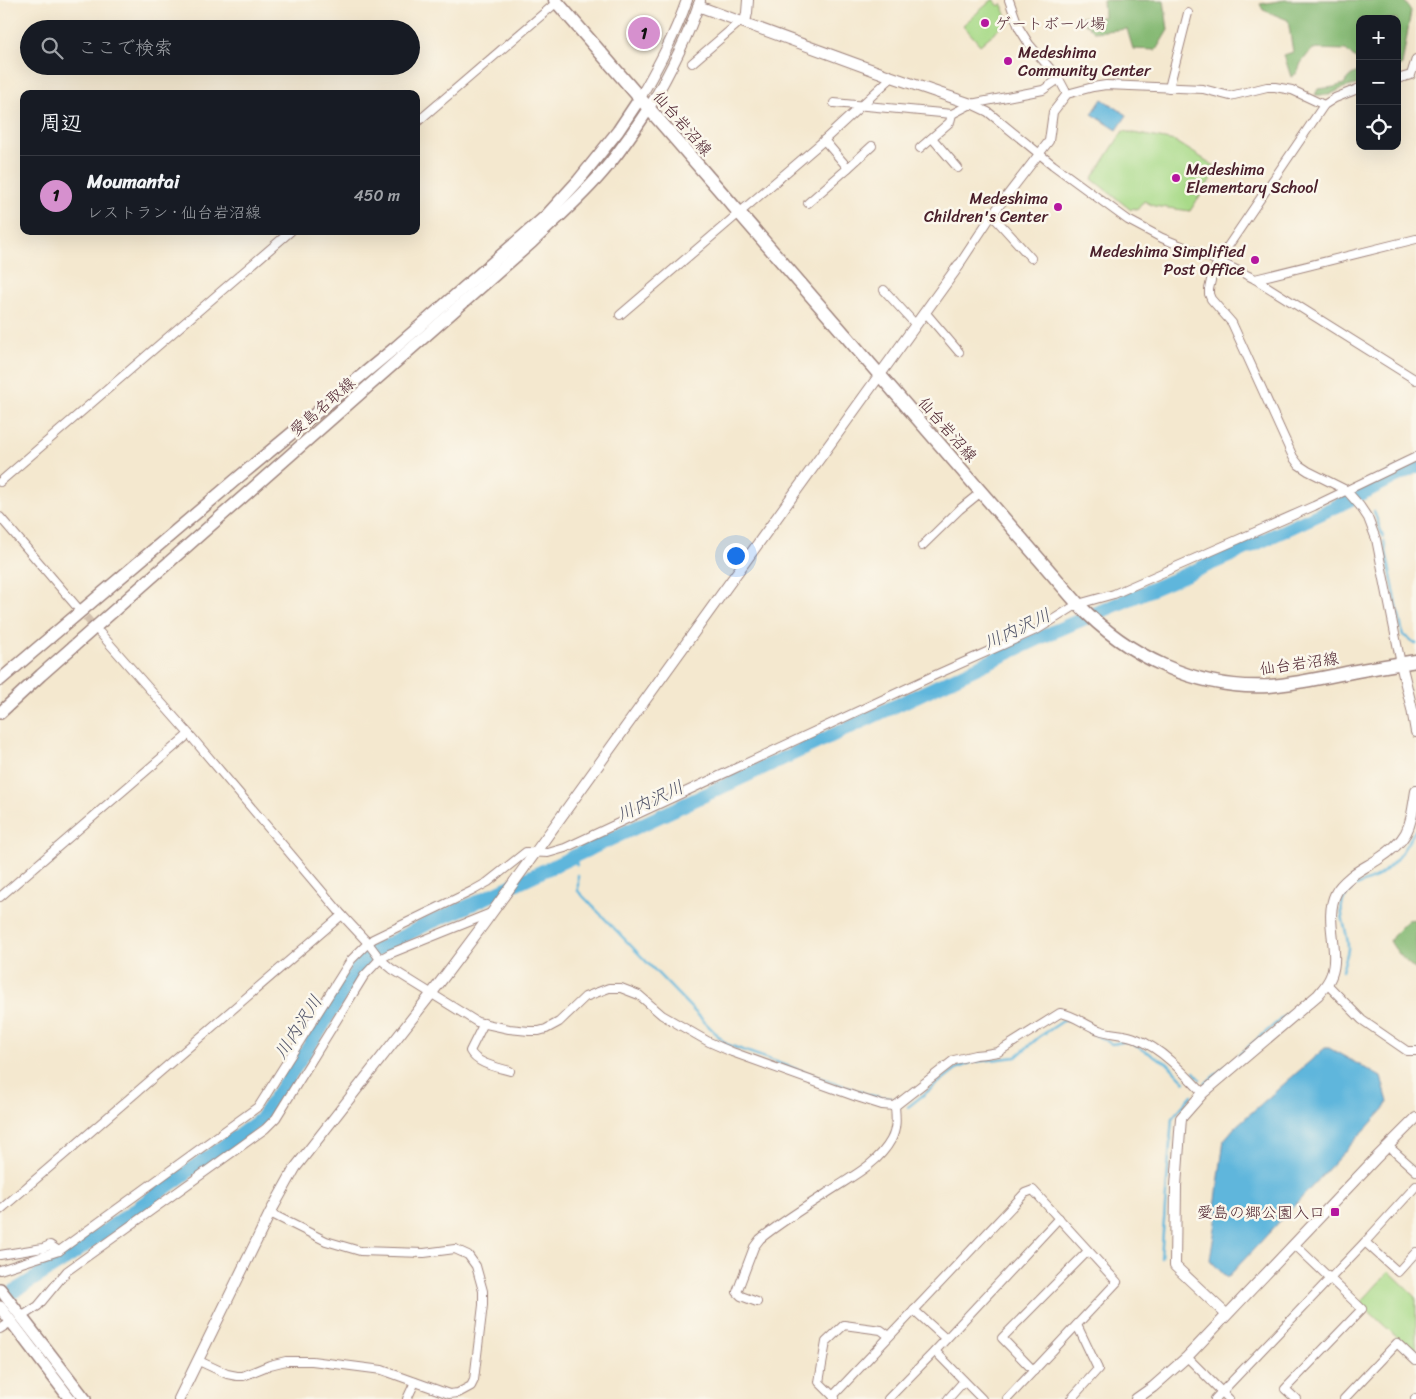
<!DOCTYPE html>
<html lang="ja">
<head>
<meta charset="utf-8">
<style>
	:root { --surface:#171b24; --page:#20242c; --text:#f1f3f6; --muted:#9ea1a6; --line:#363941; --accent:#d690ce }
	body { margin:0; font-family:Sriracha,"Klee One",sans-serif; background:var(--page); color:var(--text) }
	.controls { position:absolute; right:15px; top:15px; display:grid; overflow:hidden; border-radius:10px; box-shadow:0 5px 20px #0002 }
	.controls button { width:45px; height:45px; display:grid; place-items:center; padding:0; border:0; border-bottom:1px solid var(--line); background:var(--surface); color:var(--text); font:25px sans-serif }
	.you { position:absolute; left:735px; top:555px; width:18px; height:18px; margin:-12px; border:4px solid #fff; border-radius:50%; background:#1a73e8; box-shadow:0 0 0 8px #1a73e833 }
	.badge { display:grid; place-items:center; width:32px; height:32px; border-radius:50%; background:var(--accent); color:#111; font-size:16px; font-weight:700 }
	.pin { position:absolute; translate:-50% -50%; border:2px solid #fff; box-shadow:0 1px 5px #0006 }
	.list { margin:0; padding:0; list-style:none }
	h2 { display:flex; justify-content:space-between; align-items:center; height:65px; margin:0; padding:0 20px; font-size:21px }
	h2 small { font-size:16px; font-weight:400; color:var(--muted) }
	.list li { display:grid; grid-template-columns:32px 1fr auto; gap:15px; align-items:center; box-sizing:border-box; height:80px; padding:0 20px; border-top:1px solid var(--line) }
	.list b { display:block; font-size:19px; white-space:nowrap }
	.list p { margin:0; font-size:16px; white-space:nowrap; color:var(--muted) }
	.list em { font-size:16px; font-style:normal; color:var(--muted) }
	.icon { flex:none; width:28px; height:28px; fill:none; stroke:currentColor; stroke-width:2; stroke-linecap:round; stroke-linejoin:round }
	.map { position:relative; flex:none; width:1416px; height:1399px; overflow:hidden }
	.search { position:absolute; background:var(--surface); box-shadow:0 5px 20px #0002; left:20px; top:20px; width:400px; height:55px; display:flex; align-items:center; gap:12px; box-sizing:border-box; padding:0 18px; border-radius:28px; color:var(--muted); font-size:19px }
	.panel { position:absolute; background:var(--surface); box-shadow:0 5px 20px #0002; left:20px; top:90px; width:400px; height:145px; border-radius:10px }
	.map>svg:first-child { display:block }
	.green { fill:#a8da88; stroke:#797c5a }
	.forest { fill:#86ba74; stroke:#686c50 }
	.water { fill:#5fb6dc; stroke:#546a84 }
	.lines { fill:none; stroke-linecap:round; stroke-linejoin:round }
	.stream { stroke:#5fb6dc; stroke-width:2.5 }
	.river { stroke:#5fb6dc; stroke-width:14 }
	.minor-tunnel { stroke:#d2c0ae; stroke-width:8; stroke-dasharray:8 4; stroke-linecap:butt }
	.minor-casing { stroke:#9f847d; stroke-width:10 }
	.tertiary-casing { stroke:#9f847d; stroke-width:12 }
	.secondary-casing { stroke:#9f847d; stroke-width:14 }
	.primary-casing { stroke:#9f847d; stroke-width:15 }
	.minor { stroke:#fff; stroke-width:8 }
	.tertiary { stroke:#fff; stroke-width:10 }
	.secondary { stroke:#fff; stroke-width:11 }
	.primary { stroke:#fff; stroke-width:12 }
	.poi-dot { fill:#b5179e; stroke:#fbf7ec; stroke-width:2 }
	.labels { text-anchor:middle; stroke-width:5; stroke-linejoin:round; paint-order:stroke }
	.poi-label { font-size:16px; fill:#4a1f2b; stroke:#fbf7ec; text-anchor:start }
	.street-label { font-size:16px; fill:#4a1f2b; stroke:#fbf7ec }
	.water-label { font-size:18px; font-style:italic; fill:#515469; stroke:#fbf7ec }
</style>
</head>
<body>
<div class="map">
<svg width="1416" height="1399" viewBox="0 0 1416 1399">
	<rect width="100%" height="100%" fill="#fbf7ec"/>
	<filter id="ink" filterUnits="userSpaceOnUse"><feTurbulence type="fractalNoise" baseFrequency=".02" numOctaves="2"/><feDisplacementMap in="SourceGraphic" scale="10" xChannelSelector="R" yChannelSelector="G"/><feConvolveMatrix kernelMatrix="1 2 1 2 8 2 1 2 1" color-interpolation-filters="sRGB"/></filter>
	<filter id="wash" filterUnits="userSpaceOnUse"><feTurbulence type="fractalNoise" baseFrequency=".0096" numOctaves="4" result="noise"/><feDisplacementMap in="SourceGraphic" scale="20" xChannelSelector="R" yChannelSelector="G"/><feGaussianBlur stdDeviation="1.12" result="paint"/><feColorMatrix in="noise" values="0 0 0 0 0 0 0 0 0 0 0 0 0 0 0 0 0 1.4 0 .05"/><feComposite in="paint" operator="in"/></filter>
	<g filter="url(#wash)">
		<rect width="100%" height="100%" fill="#f4e8cf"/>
		<g class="green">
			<path d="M992,0H994L999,6L1002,3L1008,21L980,45L963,25Z"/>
			<path d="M1123,131L1175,141L1218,168L1190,211L1154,206L1144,201L1137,210L1133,208L1131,210L1092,179Z"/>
			<path d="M1389,1271L1416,1297V1355L1360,1303Z"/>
		</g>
		<g class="forest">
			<path d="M1103,0H1164L1168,30L1156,50L1133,49L1127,29L1094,32L1079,17H1104Z"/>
			<path d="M1285,0H1404L1411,11L1402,65L1397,68V19H1360V59L1354,58L1346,50L1312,49L1301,63L1297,73L1291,77L1284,55L1293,52L1288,20L1263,10L1260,4Z"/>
			<path d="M1360,72V84L1343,88L1329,95H1315L1318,89L1334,87L1344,84C1347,78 1352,73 1360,72Z"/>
			<path d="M1416,919V970C1405,961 1397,953 1390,941L1395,933L1408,920Z"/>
		</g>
		<g class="water">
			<path d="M1102,99L1127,115L1117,130L1092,114Z"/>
			<path d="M1325,1048H1329L1381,1077L1388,1102L1386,1107L1227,1278L1210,1260L1218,1209L1215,1207L1224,1140L1235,1127Z"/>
		</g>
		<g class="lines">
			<g class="stream">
				<path d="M1359,494L1363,497"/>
				<path d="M1374,511L1383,537"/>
				<path d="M1384,541L1403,635L1416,644"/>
				<path d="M1416,687L1415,688L1416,692"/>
				<path d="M574,856L577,865"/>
				<path d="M578,875V891L726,1044L869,1095L883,1098L891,1097"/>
				<path d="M1356,886C1364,883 1372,880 1378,876C1396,864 1406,846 1416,829"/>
				<path d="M1342,971C1344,964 1347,956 1348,949C1349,927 1331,907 1351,890"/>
				<path d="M1194,1072L1200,1079"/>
				<path d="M1205,1084L1315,990"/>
				<path d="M908,1107L956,1069L972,1062L1016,1057L1039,1037L1063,1021L1072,1020L1090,1032L1112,1044L1127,1041L1167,1063L1185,1082"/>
				<path d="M1161,1258L1172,1118L1192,1095"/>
			</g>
			<path class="river" d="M0,1300L69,1257L260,1120L320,1030L352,977L367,955L427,924L466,907L1053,632L1238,552L1339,505L1416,466"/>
		</g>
	</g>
	<g filter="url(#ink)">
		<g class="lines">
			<path class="minor-tunnel" d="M78,608L97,630"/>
			<defs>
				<g id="minor">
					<path d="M1009,0L1019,28L1029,44L1059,79L1067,94"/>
					<path d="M692,63L741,21"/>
					<path d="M1397,79L1411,75L1416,59"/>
					<path d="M1169,88L1188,13"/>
					<path d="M1360,88L1335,98L1324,105L1218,261L1212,276L1209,289V294L1211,299L1232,323L1293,457L1299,465L1308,471L1346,490L1360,506L1368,518L1376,539L1401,664"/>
					<path d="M834,103L952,114"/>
					<path d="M971,104L988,112L1053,165L1128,220L1162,238L1218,261L1255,279L1416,380"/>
					<path d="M416,123L557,2"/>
					<path d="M932,138L958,168"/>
					<path d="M824,140L848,168L872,146"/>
					<path d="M920,148L950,122L952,114L971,104L1043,90L1059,79"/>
					<path d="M808,203L848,168"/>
					<path d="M992,215L1031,258"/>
					<path d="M959,265L992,215L1049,141L1053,112L1067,94L1093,87L1106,85L1203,89L1230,96L1267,87H1275L1292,90L1324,105"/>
					<path d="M1255,279L1416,239"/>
					<path d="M884,290L916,325"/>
					<path d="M925,312L959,352"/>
					<path d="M620,315L822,142L892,77"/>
					<path d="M0,482L291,231"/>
					<path d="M0,517L77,607"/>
					<path d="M922,546L960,509L981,492"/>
					<path d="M100,633L189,734L342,915L368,943L380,959L392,969L477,1022L509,1029L529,1031H539L546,1029L559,1022L585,997L609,988H621L639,995L662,1015L709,1042L732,1052L857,1097L882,1105L895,1106L954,1060L975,1055L986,1054L998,1052L1060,1013C1075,1015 1085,1025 1099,1030C1111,1035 1125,1033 1137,1039C1162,1049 1184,1073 1203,1093"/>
					<path d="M0,897L189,734"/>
					<path d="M1327,984L1362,1020L1407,1051H1416"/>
					<path d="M484,1023L470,1051C477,1064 496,1067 510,1071"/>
					<path d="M1388,1146L1416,1171"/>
					<path d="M0,1210L342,915"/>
					<path d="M1365,1242L1398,1272L1416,1252"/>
					<path d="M1294,1244L1362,1309L1285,1389L1296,1399"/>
					<path d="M0,1255L43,1248L50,1245L59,1251"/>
					<path d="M0,1270L59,1251L259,1106L351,960L368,943L373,939L472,891L488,882L526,852L548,853L565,848L933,676L1038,629L1078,604L1114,594L1237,540L1314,506L1416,457"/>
					<path d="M757,1302L741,1296L737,1292L754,1247L760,1239C781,1222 807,1206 830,1191C851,1177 878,1164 891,1140C897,1129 896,1118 895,1106"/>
					<path d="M914,1310L946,1339"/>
					<path d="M21,1317L38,1306L67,1271L265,1129L276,1118L364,976L380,959L389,954L491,913"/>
					<path d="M0,1329L11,1322"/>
					<path d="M935,1351L982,1399"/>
					<path d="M1187,1357L1229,1399"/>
					<path d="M199,1361L227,1374L237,1376H243L270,1365L286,1361H312L382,1370L449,1394L458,1393L471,1386L474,1380L483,1305V1291L476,1266L468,1255L455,1249L424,1253L360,1251L326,1241L270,1213"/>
					<path d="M1034,1371L1002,1338L1088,1251"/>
					<path d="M833,1396L1025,1193L1033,1190L1117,1282L1007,1399"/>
					<path d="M835,1398L819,1382L826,1342L844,1325L881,1330L889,1336"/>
					<path d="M407,1399L415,1382"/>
					<path d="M888,1399L935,1351L1059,1218"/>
					<path d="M948,1399L964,1381"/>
					<path d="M1071,1399L1098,1369L1077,1325"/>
					<path d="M1215,1399L1365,1242L1416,1186"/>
					<path d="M1344,1399L1397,1343L1416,1361"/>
					<path d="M1415,1399L1416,1398"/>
				</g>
				<g id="tertiary">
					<path d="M698,6L892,77L971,104"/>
					<path d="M745,22L747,13L748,0"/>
					<path d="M640,98C658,66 675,35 687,0"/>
					<path d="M649,108C669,74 687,39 700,1"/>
					<path d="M1401,664L1412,709L1416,732"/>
					<path d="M1226,1314L1175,1266L1176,1186L1181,1118L1203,1093L1318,995C1323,989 1328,984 1331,976C1341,951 1323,919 1336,893C1340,885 1347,880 1354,874C1361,869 1369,865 1377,860C1410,839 1410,828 1416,791"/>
					<path d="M179,1399L270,1213L295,1168L432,993L483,925L959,265"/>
					<path d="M1136,1399L1153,1387L1187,1357L1375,1159L1416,1118"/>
				</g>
				<g id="secondary">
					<path d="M0,680L240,476L396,347L546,216L578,181L618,131L640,98"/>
					<path d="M0,713L41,675L532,242C557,218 584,195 606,168C622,149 635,129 649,108"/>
					<path d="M0,1289L85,1399"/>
					<path d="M0,1307L70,1399"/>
				</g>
				<path id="primary" d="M555,0L1078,604C1127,656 1197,690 1269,686C1293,684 1317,679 1341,674C1366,669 1391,665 1416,661"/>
			</defs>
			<use href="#minor" class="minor-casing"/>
			<use href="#tertiary" class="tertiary-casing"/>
			<use href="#secondary" class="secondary-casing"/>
			<use href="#primary" class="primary-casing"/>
			<use href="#minor" class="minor"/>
			<use href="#tertiary" class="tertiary"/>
			<use href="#secondary" class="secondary"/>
			<use href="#primary" class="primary"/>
		</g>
	</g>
	<g class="poi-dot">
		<circle cx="985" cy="23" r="5"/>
		<circle cx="1008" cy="61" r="5"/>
		<circle cx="1176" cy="178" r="5"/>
		<circle cx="1058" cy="207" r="5"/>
		<circle cx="1255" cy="260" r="5"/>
		<rect x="1330" y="1207" width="10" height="10" rx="2.5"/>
	</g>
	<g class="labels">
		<g class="poi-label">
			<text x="995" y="29">ゲートボール場</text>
			<text x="1018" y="58">Medeshima<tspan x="1018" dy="18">Community Center</tspan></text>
			<text x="1186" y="175">Medeshima<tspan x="1186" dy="18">Elementary School</tspan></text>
			<text x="1048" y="204" text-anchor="end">Medeshima<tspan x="1048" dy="18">Children's Center</tspan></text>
			<text x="1245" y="257" text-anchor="end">Medeshima Simplified<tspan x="1245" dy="18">Post Office</tspan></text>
			<text x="1325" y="1218" text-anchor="end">愛島の郷公園入口</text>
		</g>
		<g class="street-label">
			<text transform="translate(683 123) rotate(49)" y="6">仙台岩沼線</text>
			<text transform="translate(322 406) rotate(-41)" y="6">愛島名取線</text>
			<text transform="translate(948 429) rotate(49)" y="6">仙台岩沼線</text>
			<text transform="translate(1299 663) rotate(-8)" y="6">仙台岩沼線</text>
		</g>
		<g class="water-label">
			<text transform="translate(1017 629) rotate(-25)" y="6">川内沢川</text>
			<text transform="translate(650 801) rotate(-25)" y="6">川内沢川</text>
			<text transform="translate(298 1027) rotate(-57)" y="6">川内沢川</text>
		</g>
	</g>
</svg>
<div class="controls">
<button>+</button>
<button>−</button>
<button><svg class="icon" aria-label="locate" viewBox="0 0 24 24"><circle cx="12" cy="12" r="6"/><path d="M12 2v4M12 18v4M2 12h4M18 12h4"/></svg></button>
</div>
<div class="you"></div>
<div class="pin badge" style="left:644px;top:33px">1</div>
<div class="search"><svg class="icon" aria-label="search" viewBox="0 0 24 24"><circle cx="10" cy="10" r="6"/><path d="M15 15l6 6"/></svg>ここで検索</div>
<section class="panel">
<h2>周辺<small></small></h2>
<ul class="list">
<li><span class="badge">1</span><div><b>Moumantai</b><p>レストラン · 仙台岩沼線</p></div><em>450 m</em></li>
</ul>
</section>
</div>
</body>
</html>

_____

TASK DIRECTIONS
What should be set down is every line from the opening of the records through the line that contains "position:absolute; translate:-50% -50%;", exactly, with pictures left out.

ANSWER BOX
<!DOCTYPE html>
<html lang="ja">
<head>
<meta charset="utf-8">
<style>
	:root { --surface:#171b24; --page:#20242c; --text:#f1f3f6; --muted:#9ea1a6; --line:#363941; --accent:#d690ce }
	body { margin:0; font-family:Sriracha,"Klee One",sans-serif; background:var(--page); color:var(--text) }
	.controls { position:absolute; right:15px; top:15px; display:grid; overflow:hidden; border-radius:10px; box-shadow:0 5px 20px #0002 }
	.controls button { width:45px; height:45px; display:grid; place-items:center; padding:0; border:0; border-bottom:1px solid var(--line); background:var(--surface); color:var(--text); font:25px sans-serif }
	.you { position:absolute; left:735px; top:555px; width:18px; height:18px; margin:-12px; border:4px solid #fff; border-radius:50%; background:#1a73e8; box-shadow:0 0 0 8px #1a73e833 }
	.badge { display:grid; place-items:center; width:32px; height:32px; border-radius:50%; background:var(--accent); color:#111; font-size:16px; font-weight:700 }
	.pin { position:absolute; translate:-50% -50%; border:2px solid #fff; box-shadow:0 1px 5px #0006 }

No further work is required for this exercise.